I quit content creation and went back to a 9-5 after 10 years
Here's what this experience taught me.
Here I am, once again going against the trend. While my feed is flooding with posts like “I quit my corporate job to become a content creator” I went ahead and did the complete opposite.
When I started 10 years ago, things were very different. TikTok didn’t exist, Instagram was just a place to share photos of your food, and people enjoyed reading blog posts. So I started with a website writing 5x a week and sharing one video on YouTube per week. Instagram was just a place to bring traffic to my website and videos.
Unfortunately, I never had the privilege to “do content creation” on its own. I always had to have something going on on the side to pay my bills. I also moved to a different country, went back to college and had to start over (career-wise) in the middle of this process. It was definitely not a linear journey.

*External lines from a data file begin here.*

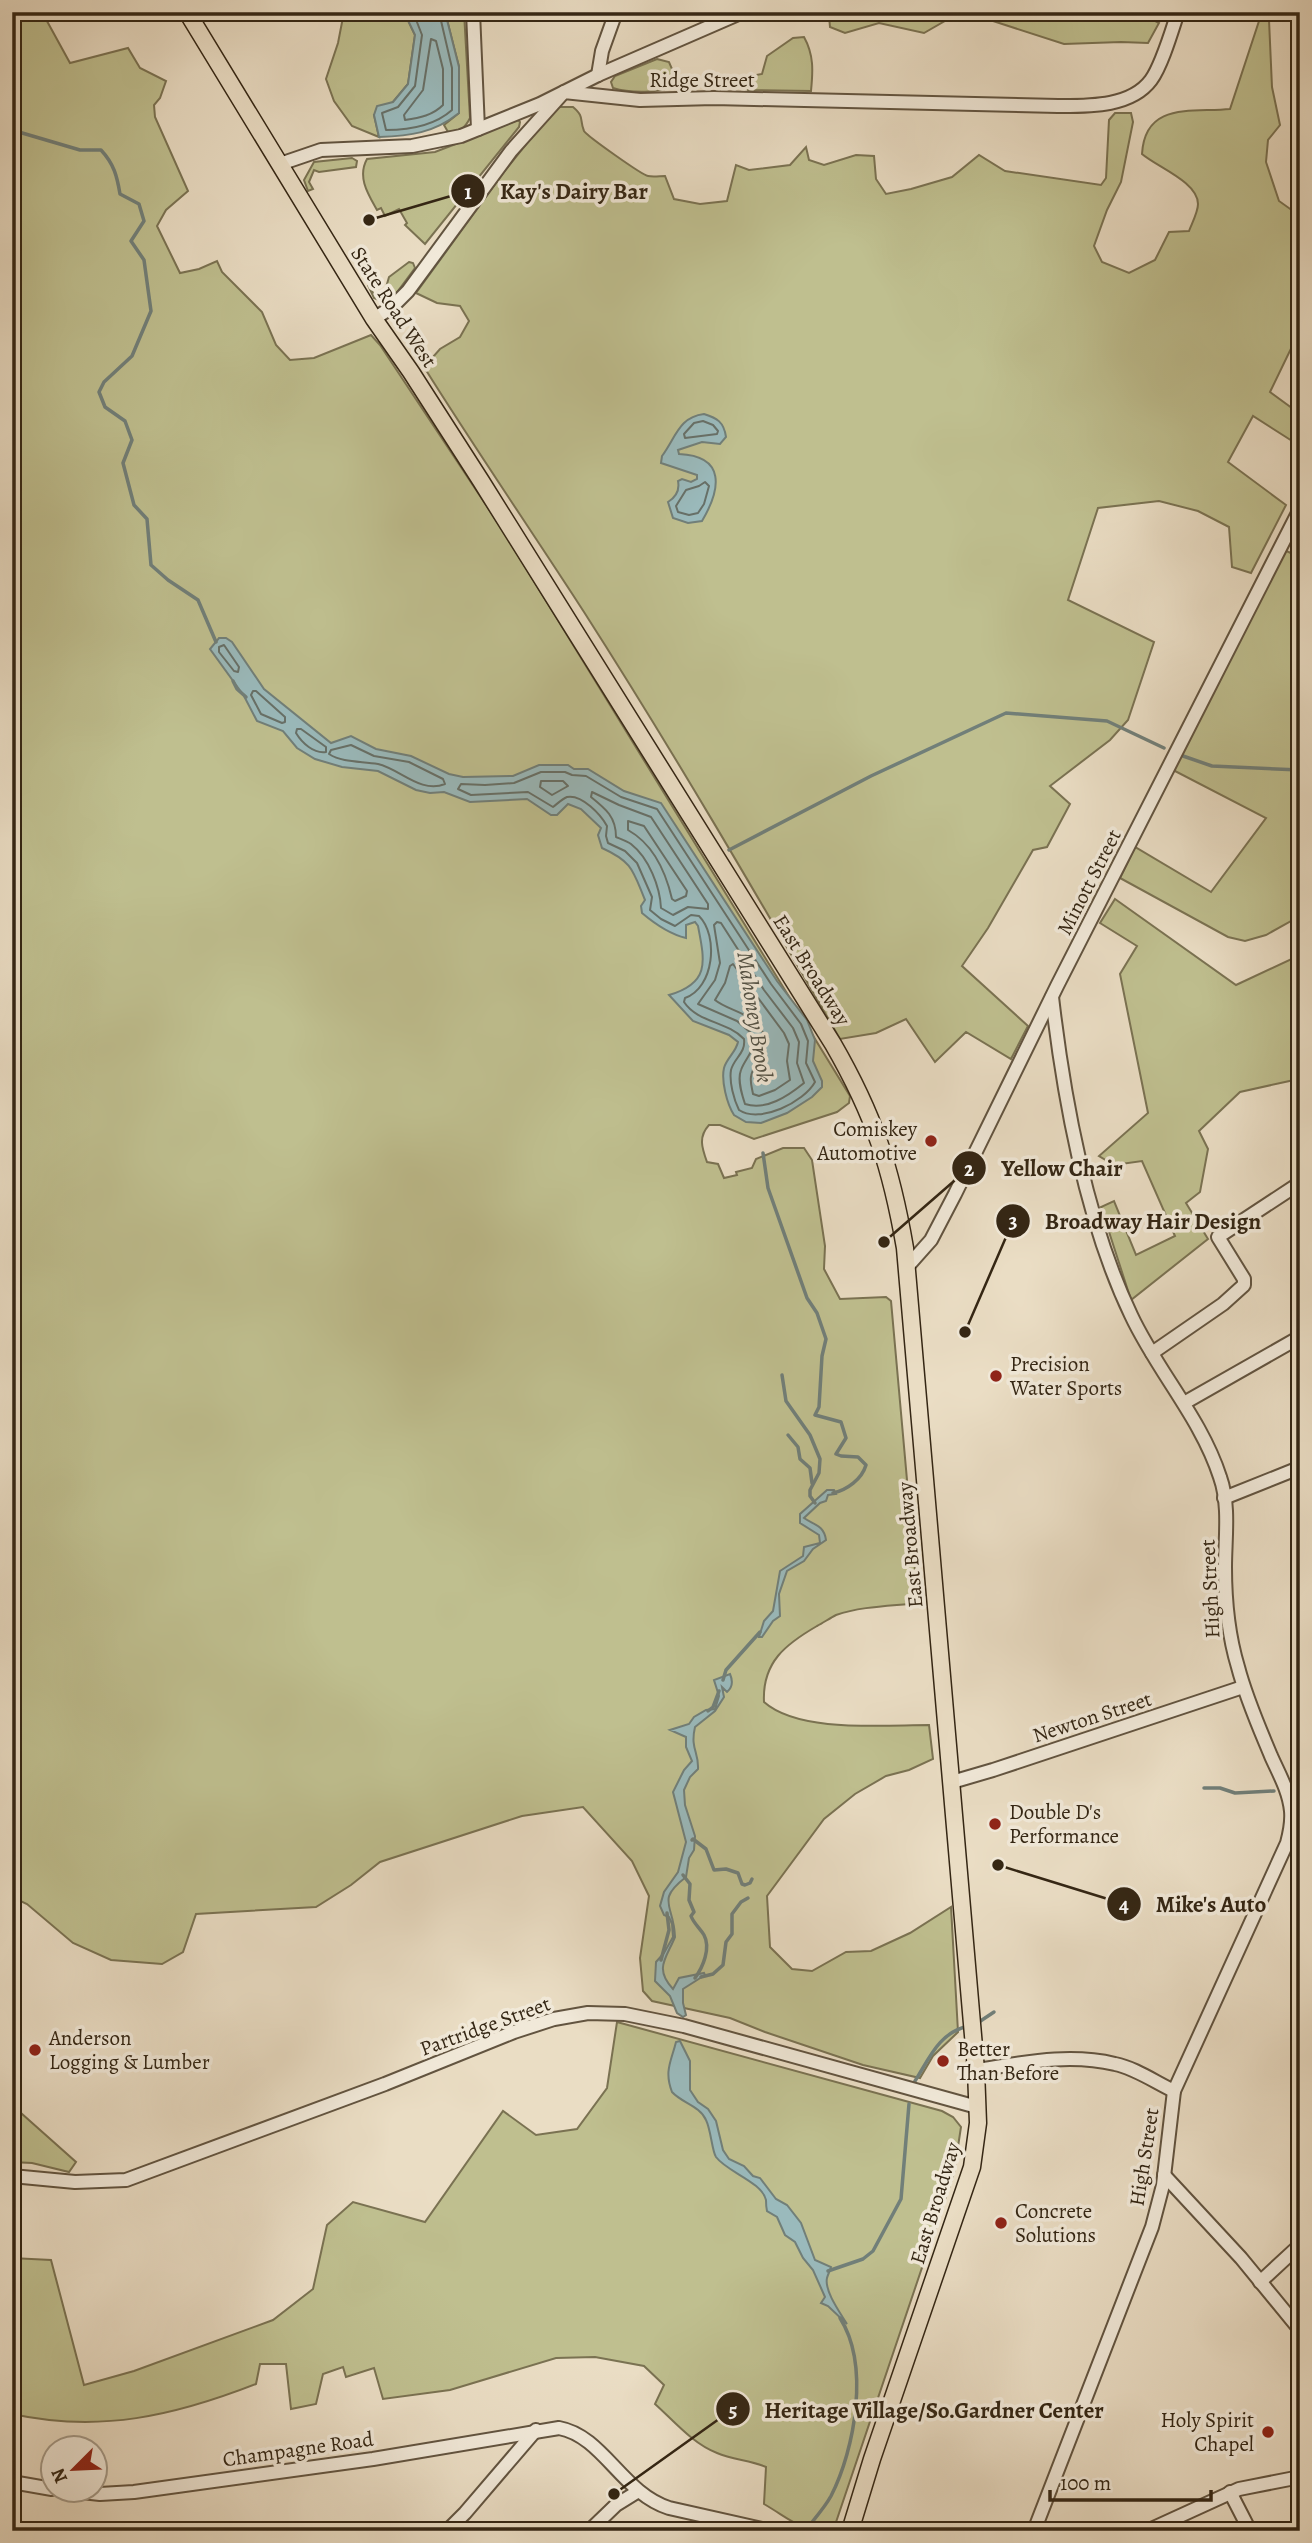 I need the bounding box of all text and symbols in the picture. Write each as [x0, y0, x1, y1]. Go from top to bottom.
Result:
street label: Ridge Street [649, 66, 755, 94]
callout: Kay's Dairy Bar [451, 169, 662, 213]
text: Kay's Dairy Bar [500, 176, 649, 207]
text: 1 [464, 178, 472, 206]
street label: State Road West [344, 241, 444, 373]
street label: Minott Street [1050, 824, 1128, 940]
street label: East Broadway [767, 909, 858, 1031]
water label: Mahoney Brook [729, 949, 781, 1085]
place label: Comiskey Automotive [816, 1115, 918, 1167]
marker: Comiskey Automotive [923, 1133, 939, 1149]
callout: Yellow Chair [952, 1146, 1136, 1190]
text: Yellow Chair [1000, 1153, 1123, 1184]
text: 2 [964, 1155, 974, 1183]
callout: Broadway Hair Design [995, 1199, 1275, 1243]
text: Broadway Hair Design [1045, 1206, 1261, 1237]
text: 3 [1008, 1207, 1018, 1235]
place label: Precision Water Sports [1009, 1350, 1122, 1402]
marker: Precision Water Sports [988, 1368, 1004, 1384]
street label: East Broadway [890, 1480, 929, 1609]
street label: High Street [1193, 1539, 1227, 1639]
street label: Newton Street [1029, 1685, 1155, 1749]
place label: Double D's Performance [1009, 1798, 1119, 1850]
marker: Double D's Performance [987, 1816, 1003, 1832]
callout: Mike's Auto [1106, 1882, 1280, 1926]
text: Mike's Auto [1156, 1889, 1266, 1920]
text: 4 [1119, 1891, 1129, 1919]
street label: Partridge Street [416, 1989, 554, 2063]
place label: Anderson Logging & Lumber [48, 2024, 210, 2076]
place label: Better Than Before [957, 2035, 1059, 2087]
marker: Anderson Logging & Lumber [27, 2042, 43, 2058]
marker: Better Than Before [935, 2053, 951, 2069]
street label: High Street [1122, 2106, 1166, 2208]
street label: East Broadway [903, 2138, 967, 2267]
place label: Concrete Solutions [1015, 2197, 1096, 2249]
marker: Concrete Solutions [993, 2215, 1009, 2231]
callout: Heritage Village/So.Gardner Center [715, 2387, 1118, 2431]
text: Heritage Village/So.Gardner Center [764, 2395, 1104, 2426]
text: 5 [729, 2396, 738, 2424]
place label: Holy Spirit Chapel [1160, 2406, 1254, 2458]
street label: Champagne Road [221, 2424, 376, 2473]
marker: Holy Spirit Chapel [1260, 2424, 1276, 2440]
north arrow [38, 2434, 108, 2504]
scale bar [1050, 2459, 1210, 2503]
text: N [45, 2464, 74, 2487]
text: 100 m [1060, 2469, 1111, 2497] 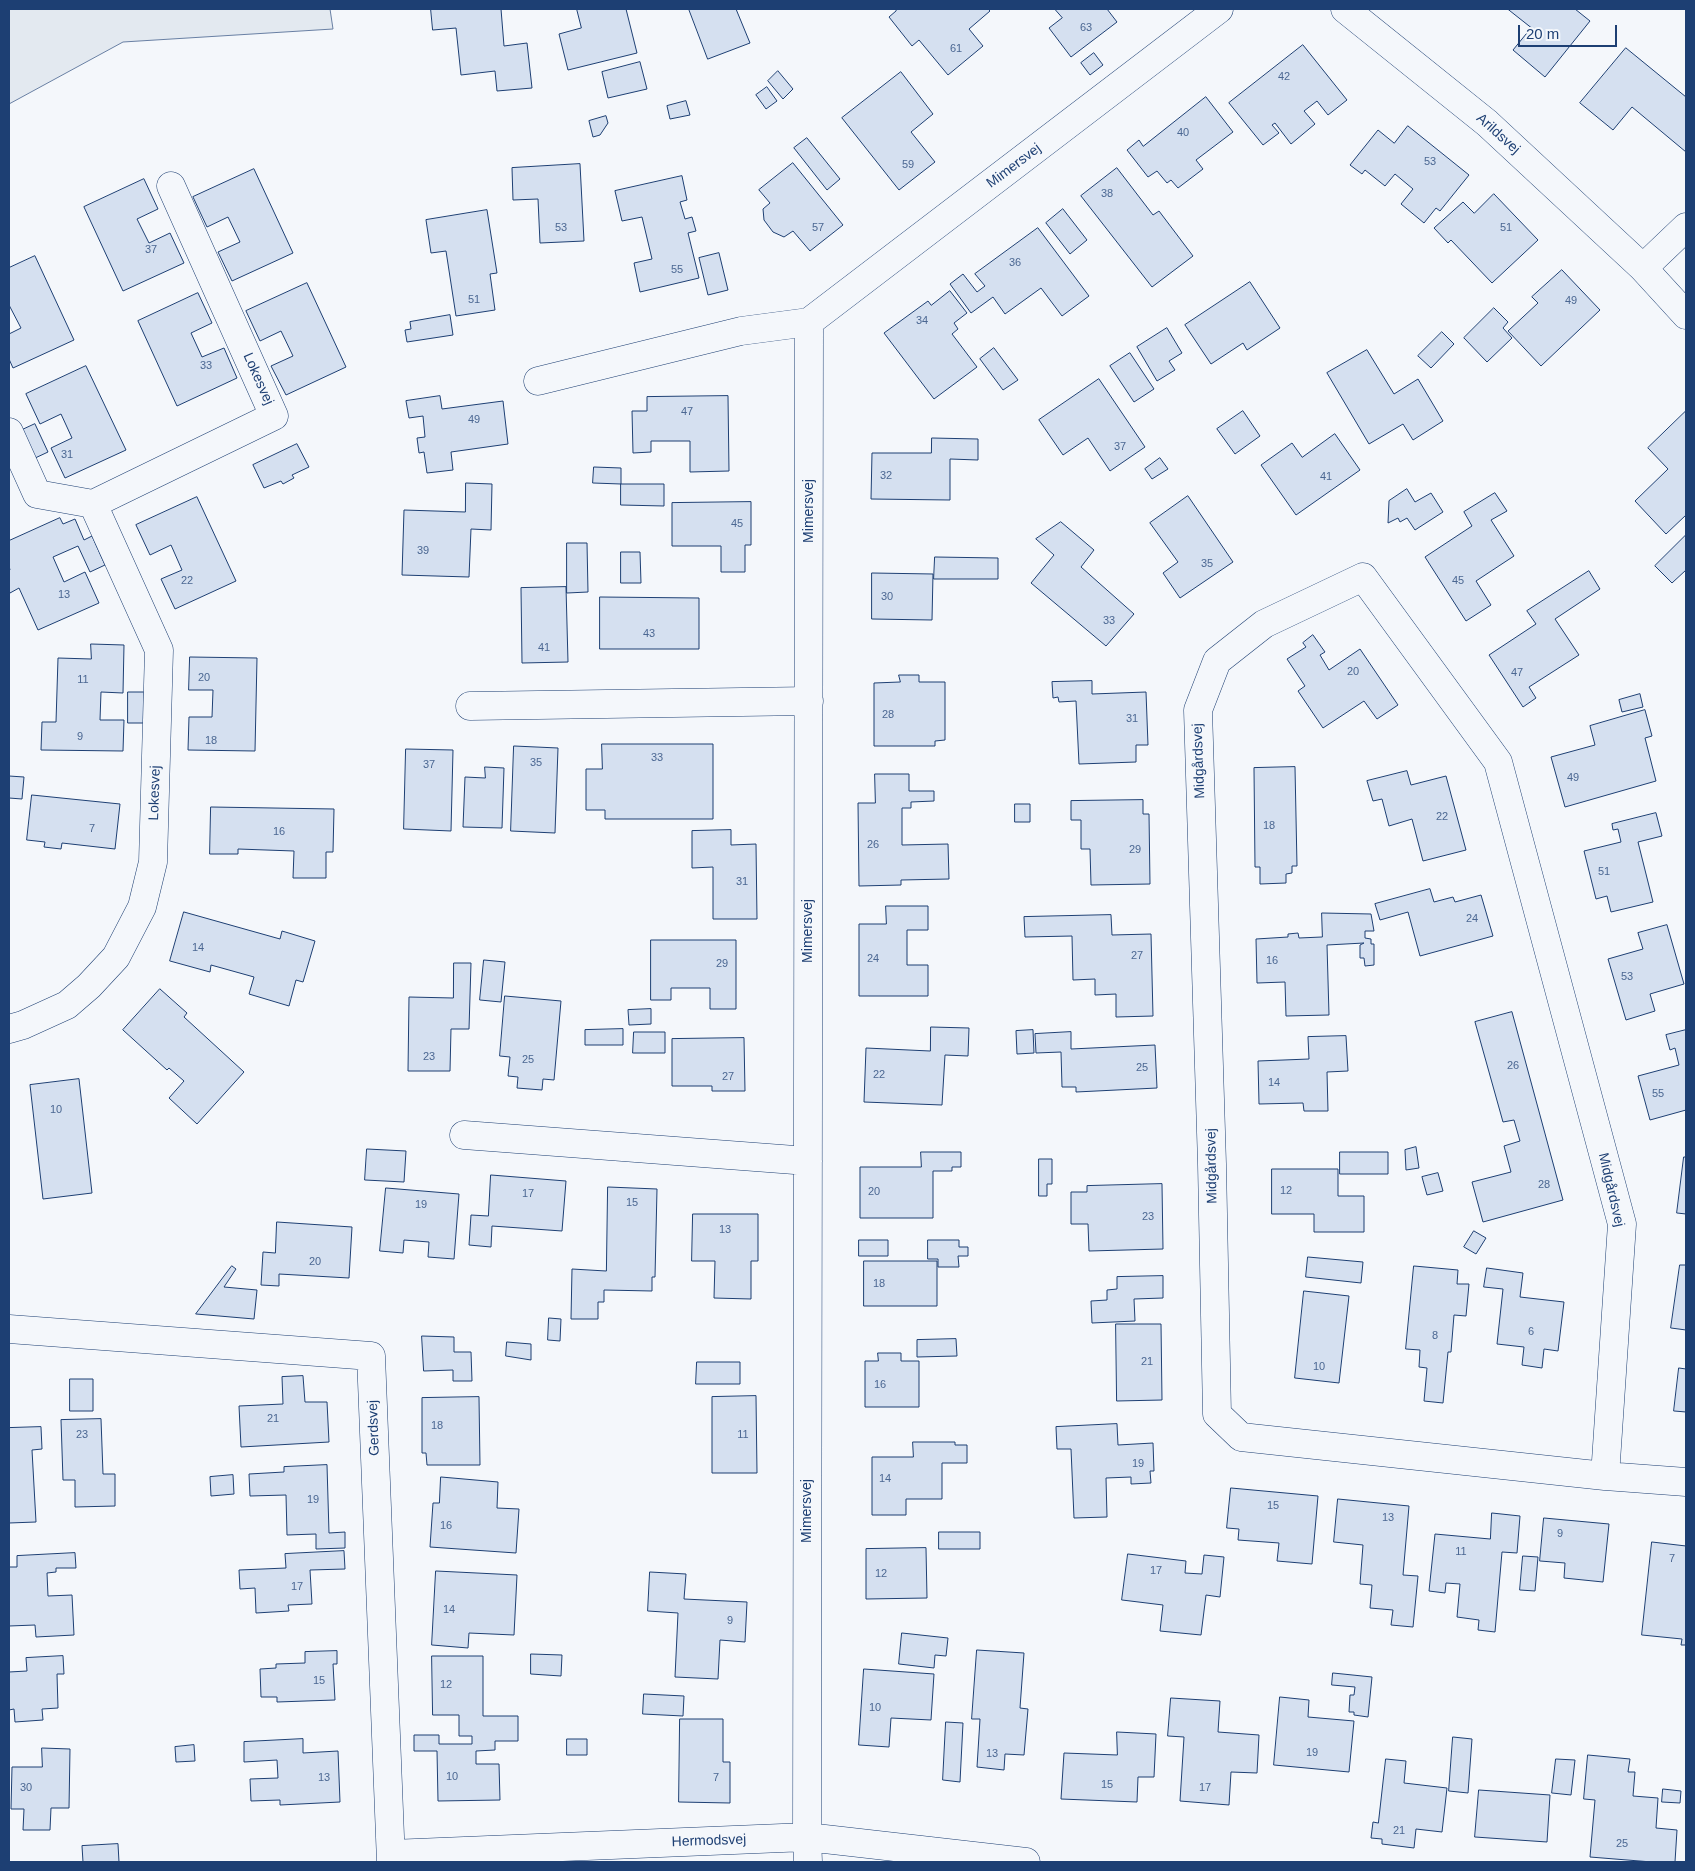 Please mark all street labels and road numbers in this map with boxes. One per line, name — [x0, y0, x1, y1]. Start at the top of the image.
street label: Arildsvej — [1473, 110, 1523, 158]
street label: Mimersvej — [983, 140, 1045, 192]
street label: Lokesvej — [239, 350, 277, 408]
street label: Mimersvej — [801, 479, 817, 543]
street label: Midgårdsvej — [1189, 723, 1209, 799]
street label: Lokesvej — [146, 765, 164, 821]
street label: Mimersvej — [800, 899, 816, 963]
street label: Midgårdsvej — [1203, 1128, 1221, 1204]
street label: Midgårdsvej — [1594, 1151, 1628, 1229]
street label: Gerdsvej — [365, 1400, 383, 1456]
street label: Mimersvej — [799, 1479, 815, 1543]
street label: Hermodsvej — [671, 1831, 747, 1851]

Don’t get me wrong, I have ZERO regrets about this experience. I learned so much about myself and what I’m capable of. I learned how to shoot and edit videos, how to write and even code to create a website I liked. Branding, photography, videography, marketing myself, SEO—it was a great experience.
But at the end of the month, the math wasn’t mathing. And even though I was incredibly passionate about the content I created and proud of my ethics of not accepting just anything to make money as an influencer and content creator, I still needed to pay my bills.
Handling two jobs, dealing with the uncertainty of your future in another country, hoping for the day that your videos would finally go viral, plus having the pressure of ‘you have to post every day or you will disappear’ were just too much. My creativity was slowly dying and I reached a point that I call a tower moment.
I felt like everything around me was falling apart, like a tower crumbling in front of my eyes and there was nothing else I could do to prevent it. In a way, I felt pure relief of not having to try to hold everything in it’s place anymore. As you can imagine, holding a tower together can be quite a burden. On the other hand, I felt completely lost and went deep down into a grief process.
I was saying goodbye to a dream, to a version of myself that would no longer exist and to an identity I had created for the past 10 years. While grieving, I had to start looking for a new 9-5 job, something stable and completely different from what I had done in the past years. I couldn’t remember the last time I had updated my resume or done a job interview. My previous experiences were mostly freelancing with one client recommending me to another. I was just flowing to where life was taking me. But now I had to take matters into my own hands and actually go look for something.
I’m going to be completely honest with you. This process was PAINFUL! I hated every minute of it. I had no idea of what I wanted to do, which company I wanted to work for, and remember, I was grieving my old life and often times thinking that I was a failure for not being able to make content creation my “real job”.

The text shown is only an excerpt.